I call myself a recovering accountant. I joke about it, but I do love numbers.

Numbers don’t lie.

As much as I have a soft spot for a family farm and building a legacy for my children, it always comes down to the financial statements. If your operation is not profitable, it isn’t very sustainable, and it won’t be around for the next generation. Getting clear on your costs, revenue, borrowing and taxes (figuring out your actual burn rate!) will make things easier. And, you don’t have to do it alone. Many farms are now hiring or contracting Chief Financial Officers for this very reason.

When I think about helping agricultural businesses grow and trying to ensure their long-term viability, I see a few financial stumbling blocks that are impeding growth in the industry.

Revamp crop insurance

I’m not a huge fan of government getting involved in private business, but if it’s going to subsidize crop insurance, let’s do it the right way — a way that allows farmers to pick what is actually best for their farm.
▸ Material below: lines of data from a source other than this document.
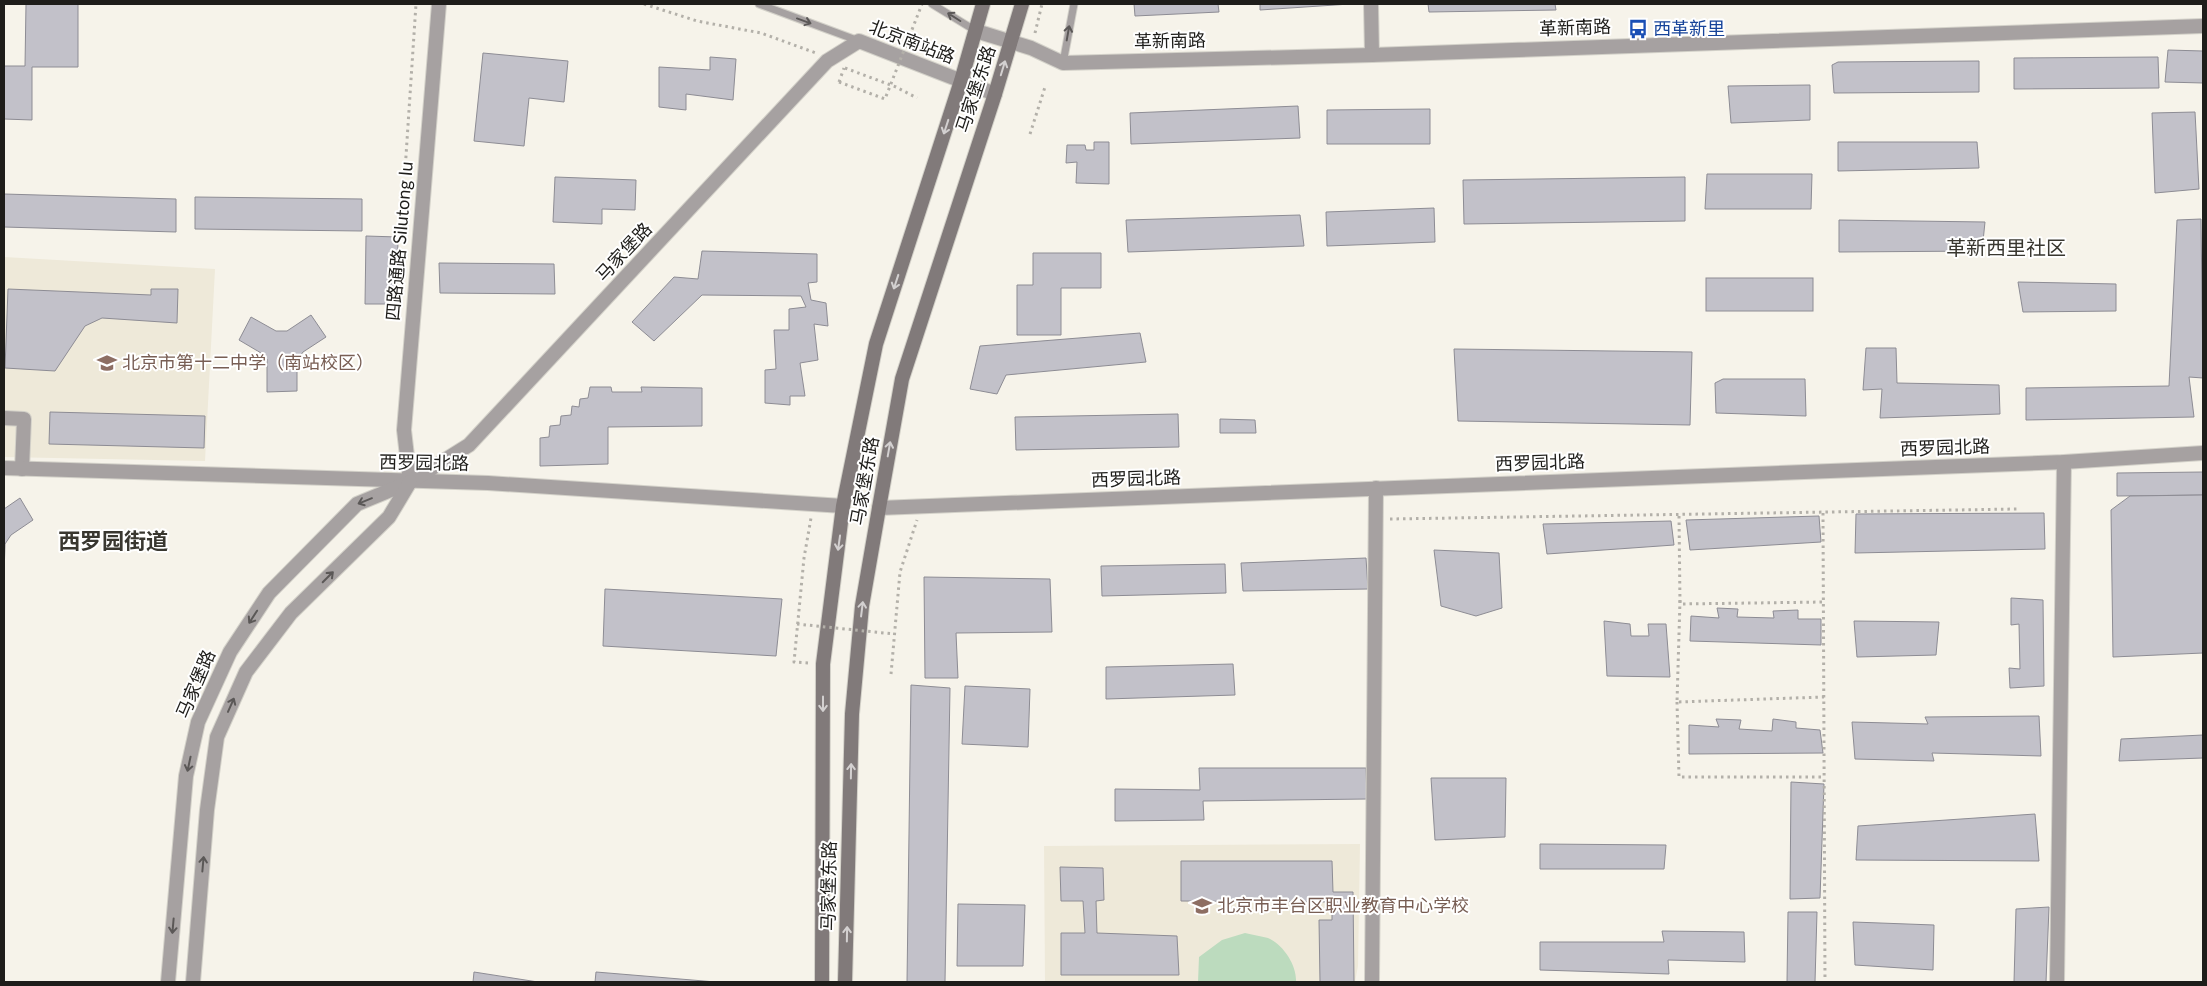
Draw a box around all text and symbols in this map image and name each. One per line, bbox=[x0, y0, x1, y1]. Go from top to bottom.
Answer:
one-way arrow bbox=[947, 12, 961, 23]
street label: 北京南站路 bbox=[866, 15, 958, 67]
street label: 革新南路 bbox=[1539, 15, 1611, 39]
one-way arrow bbox=[796, 17, 812, 26]
place label: 西革新里 bbox=[1653, 17, 1725, 39]
bus stop icon: 西革新里 bbox=[1627, 18, 1649, 40]
one-way arrow bbox=[1064, 26, 1074, 42]
street label: 革新南路 bbox=[1134, 28, 1206, 52]
street label: 马家堡东路 bbox=[951, 42, 999, 135]
one-way arrow bbox=[999, 60, 1009, 76]
one-way arrow bbox=[940, 119, 950, 135]
street label: 四路通路 Silutong lu bbox=[381, 160, 417, 321]
street label: 马家堡路 bbox=[591, 217, 656, 285]
district label: 革新西里社区 bbox=[1946, 235, 2066, 259]
one-way arrow bbox=[890, 273, 900, 289]
place label: 北京市第十二中学（南站校区） bbox=[122, 351, 374, 373]
school or university icon: 北京市第十二中学（南站校区） bbox=[96, 352, 118, 374]
street label: 西罗园北路 bbox=[1900, 434, 1990, 460]
street label: 马家堡东路 bbox=[845, 435, 883, 527]
one-way arrow bbox=[885, 441, 895, 457]
street label: 西罗园北路 bbox=[1495, 449, 1585, 475]
street label: 西罗园北路 bbox=[379, 450, 469, 474]
street label: 西罗园北路 bbox=[1091, 465, 1181, 491]
one-way arrow bbox=[358, 496, 373, 506]
district label: 西罗园街道 bbox=[58, 527, 168, 554]
one-way arrow bbox=[834, 534, 844, 550]
one-way arrow bbox=[322, 570, 334, 583]
one-way arrow bbox=[857, 601, 867, 617]
one-way arrow bbox=[248, 610, 259, 624]
street label: 马家堡路 bbox=[171, 646, 219, 721]
one-way arrow bbox=[818, 696, 828, 712]
one-way arrow bbox=[227, 698, 237, 713]
one-way arrow bbox=[184, 756, 193, 772]
one-way arrow bbox=[846, 763, 855, 779]
street label: 马家堡东路 bbox=[816, 841, 840, 931]
one-way arrow bbox=[198, 856, 207, 872]
place label: 北京市丰台区职业教育中心学校 bbox=[1217, 894, 1469, 916]
school or university icon: 北京市丰台区职业教育中心学校 bbox=[1191, 895, 1213, 917]
one-way arrow bbox=[168, 918, 178, 934]
one-way arrow bbox=[842, 926, 851, 942]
There are a wide variety of insurance products available. Most farmers choose government crop insurance because, at face value, it appears cheaper than the other options, even though there might be different products that suit your farm better. There are products that allow you to operate how you want to, independent of how the insurance coverage has an effect on your decision-making.

I think a voucher system would work well in Canada. It would allow a producer to pick what product he wants up front and then get reimbursed by the government on the back end.  Currently, the government is discounting a basic insurance policy but making you pay full price for one that could better protect your farm. The options such as margin, hail, parametrics, and weather insurance may be a better fit for certain operations. If they have a certified risk management plan, and choose the best fit, they should be eligible for the voucher (discount).
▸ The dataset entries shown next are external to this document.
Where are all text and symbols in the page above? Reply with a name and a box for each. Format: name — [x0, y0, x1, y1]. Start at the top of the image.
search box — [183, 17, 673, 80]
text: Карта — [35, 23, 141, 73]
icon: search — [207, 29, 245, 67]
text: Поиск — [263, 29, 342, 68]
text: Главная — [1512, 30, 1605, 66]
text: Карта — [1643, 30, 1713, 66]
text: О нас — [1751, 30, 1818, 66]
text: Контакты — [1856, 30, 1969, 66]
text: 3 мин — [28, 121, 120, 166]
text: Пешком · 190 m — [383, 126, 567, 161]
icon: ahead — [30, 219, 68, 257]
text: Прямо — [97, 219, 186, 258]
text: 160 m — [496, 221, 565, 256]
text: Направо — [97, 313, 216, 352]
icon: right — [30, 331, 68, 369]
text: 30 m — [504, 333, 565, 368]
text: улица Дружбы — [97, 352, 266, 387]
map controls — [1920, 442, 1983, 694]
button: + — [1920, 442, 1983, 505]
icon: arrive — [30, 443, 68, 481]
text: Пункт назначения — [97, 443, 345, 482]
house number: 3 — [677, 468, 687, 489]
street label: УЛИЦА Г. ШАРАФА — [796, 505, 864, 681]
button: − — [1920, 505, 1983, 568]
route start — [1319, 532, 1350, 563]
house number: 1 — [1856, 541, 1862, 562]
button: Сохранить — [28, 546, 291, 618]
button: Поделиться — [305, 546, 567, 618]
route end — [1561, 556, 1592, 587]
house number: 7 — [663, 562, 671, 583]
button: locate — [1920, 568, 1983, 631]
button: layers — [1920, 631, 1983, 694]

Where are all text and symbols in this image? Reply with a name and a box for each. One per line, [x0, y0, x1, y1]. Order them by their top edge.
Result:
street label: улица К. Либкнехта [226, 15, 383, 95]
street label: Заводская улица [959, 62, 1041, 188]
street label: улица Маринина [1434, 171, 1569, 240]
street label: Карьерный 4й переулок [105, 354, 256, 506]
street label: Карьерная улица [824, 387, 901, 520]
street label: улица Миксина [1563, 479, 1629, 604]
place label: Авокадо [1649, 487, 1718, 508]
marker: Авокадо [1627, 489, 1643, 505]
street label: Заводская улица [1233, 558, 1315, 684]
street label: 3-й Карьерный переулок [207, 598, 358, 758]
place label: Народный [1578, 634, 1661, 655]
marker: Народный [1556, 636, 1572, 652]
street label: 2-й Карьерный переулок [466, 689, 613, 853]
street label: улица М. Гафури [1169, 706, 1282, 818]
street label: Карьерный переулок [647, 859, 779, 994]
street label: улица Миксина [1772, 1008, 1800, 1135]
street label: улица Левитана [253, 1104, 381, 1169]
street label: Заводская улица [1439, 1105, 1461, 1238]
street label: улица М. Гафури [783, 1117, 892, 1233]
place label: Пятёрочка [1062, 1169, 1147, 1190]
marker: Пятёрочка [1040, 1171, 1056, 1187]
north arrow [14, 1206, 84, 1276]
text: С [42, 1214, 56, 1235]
Not only would this be a win for the producer, but it would also allow the government to have a known line item for crop insurance vouchers, versus large swings in liability and costs as seen in 2021.
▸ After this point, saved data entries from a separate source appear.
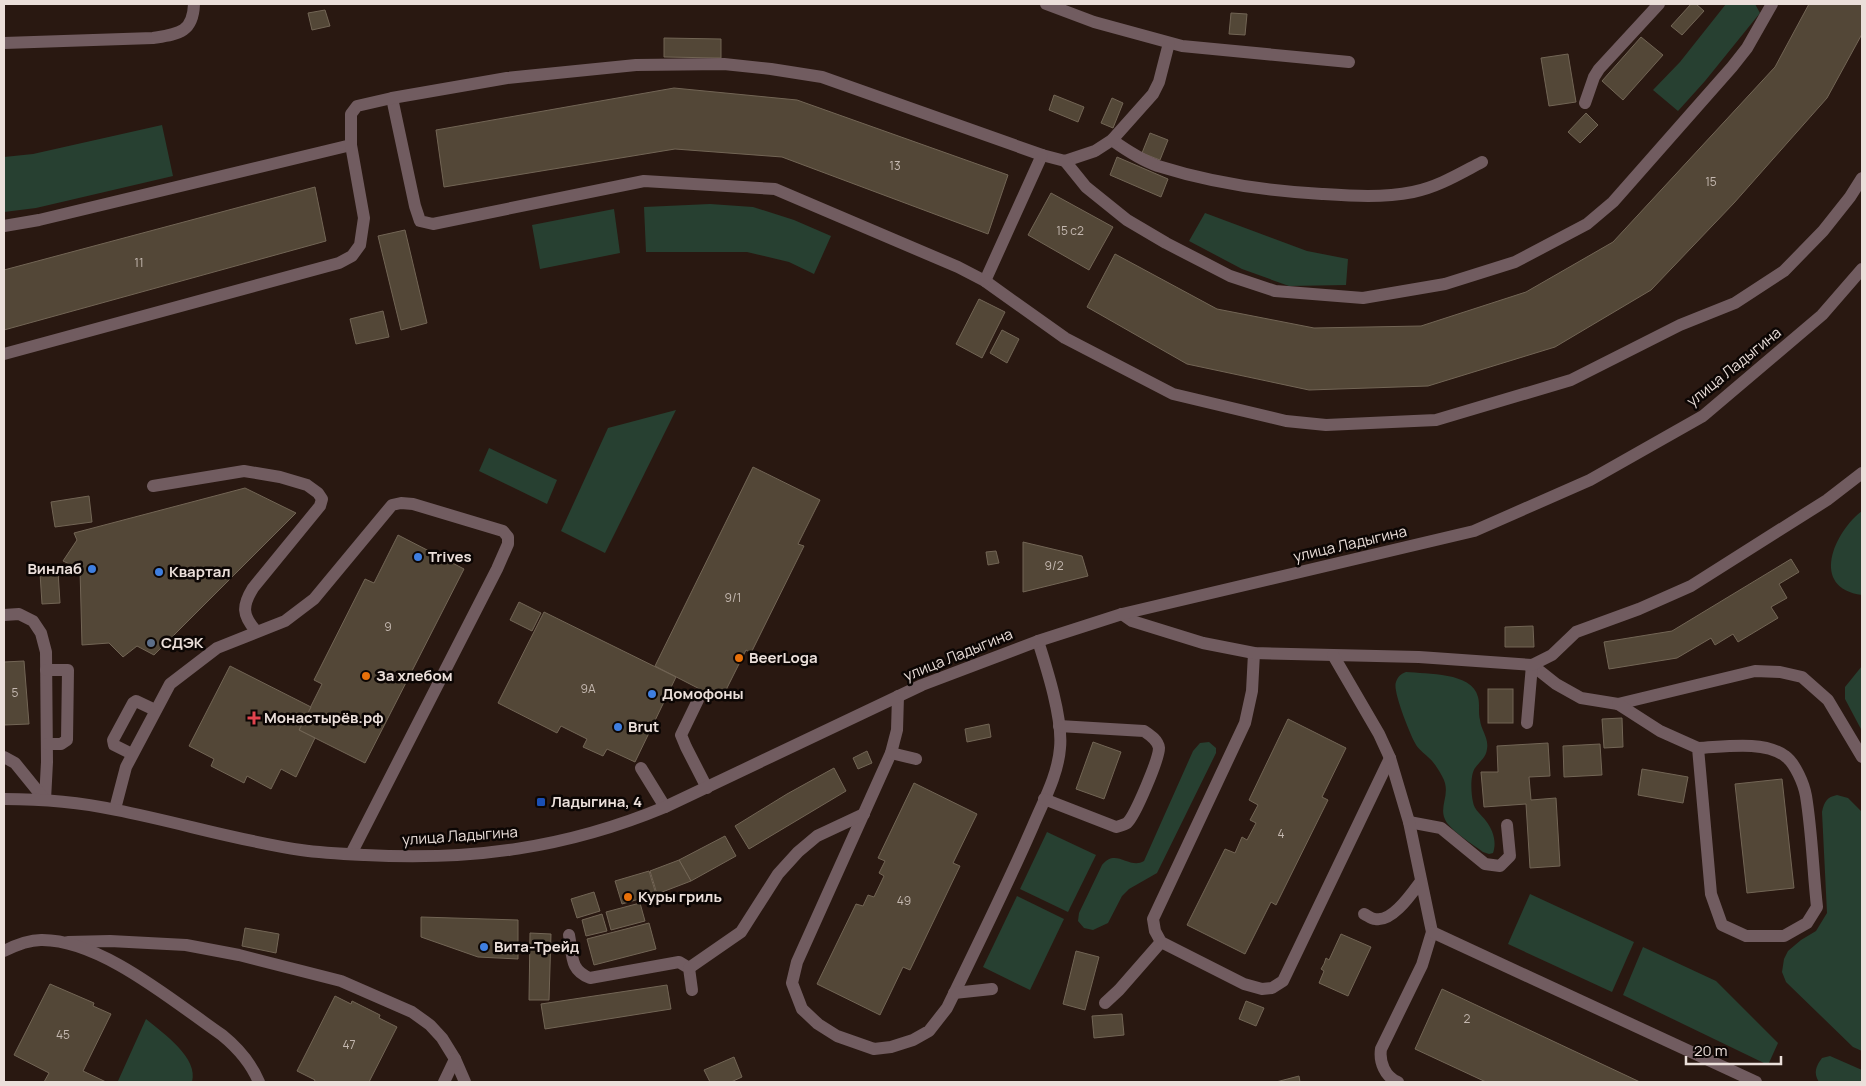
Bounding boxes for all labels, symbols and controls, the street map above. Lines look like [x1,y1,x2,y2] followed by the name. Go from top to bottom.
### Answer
[889,157,901,174] house number: 13
[1705,173,1717,190] house number: 15
[1056,222,1084,239] house number: 15 с2
[134,254,144,271] house number: 11
[1682,322,1785,411] street label: улица Ладыгина
[1291,520,1409,567] street label: улица Ладыгина
[428,546,472,567] place label: Trives
[412,551,424,563] marker: Trives
[1045,557,1064,574] house number: 9/2
[27,558,82,579] place label: Винлаб
[169,561,230,582] place label: Квартал
[86,563,98,575] marker: Винлаб
[153,566,165,578] marker: Квартал
[725,589,741,606] house number: 9/1
[384,618,392,635] house number: 9
[900,623,1015,686] street label: улица Ладыгина
[161,632,204,653] place label: СДЭК
[145,637,157,649] marker: СДЭК
[749,647,818,668] place label: BeerLoga
[733,652,745,664] marker: BeerLoga
[376,665,453,686] place label: За хлебом
[360,670,372,682] marker: За хлебом
[580,680,596,697] house number: 9А
[662,683,744,704] place label: Домофоны
[12,684,19,701] house number: 5
[646,688,658,700] marker: Домофоны
[264,707,383,728] place label: Монастырёв.рф
[248,712,260,724] marker: Монастырёв.рф
[628,716,659,737] place label: Brut
[612,721,624,733] marker: Brut
[551,791,642,812] place label: Ладыгина, 4
[535,796,547,808] marker: Ладыгина, 4
[401,821,519,850] street label: улица Ладыгина
[1277,825,1285,842] house number: 4
[638,886,722,907] place label: Куры гриль
[622,891,634,903] marker: Куры гриль
[897,892,911,909] house number: 49
[494,936,580,957] place label: Вита-Трейд
[478,941,490,953] marker: Вита-Трейд
[1464,1010,1471,1027] house number: 2
[56,1026,70,1043] house number: 45
[1686,1034,1781,1066] scale bar
[342,1036,356,1053] house number: 47
[1694,1040,1727,1061] text: 20 m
Another change would be allowing farms to provide data for years they aren’t in crop insurance, so they can get a discounted rate for the years they do go in and have a claims-free year. This, I believe, would drastically increase uptake.

The last time I reviewed the federal agriculture budget, approximately 80 per cent was spent on BRM programming…if we want to continue to lead the world in Agriculture, the majority of our budget can’t be spent on insurance programs.

Interest rates

Why can’t we lock in interest rates for longer terms? This makes it extremely difficult to plan for growth, which is something we want for Canadian farms. In the United States and other countries, interest rate swap products can be used to lock rates in for 10-20-30 years, as well as longer amortization on land. This has a positive effect on cash flow and presents a large opportunity for EBITDA (earnings before interest, taxes, depreciation, and amortization) lending versus asset lending. The amount of farms in Canada utilizing interest rate swaps is less than 5 per cent, and currently, the feasible timeline is a 10-year lock.  In the US, 20-30 year is utilized more often than not.

At many farms, operating lines are backed by land and machinery equity, significantly reducing the borrowing base for farms, and lowering cash flow which in turn increases risk and slows progressiveness.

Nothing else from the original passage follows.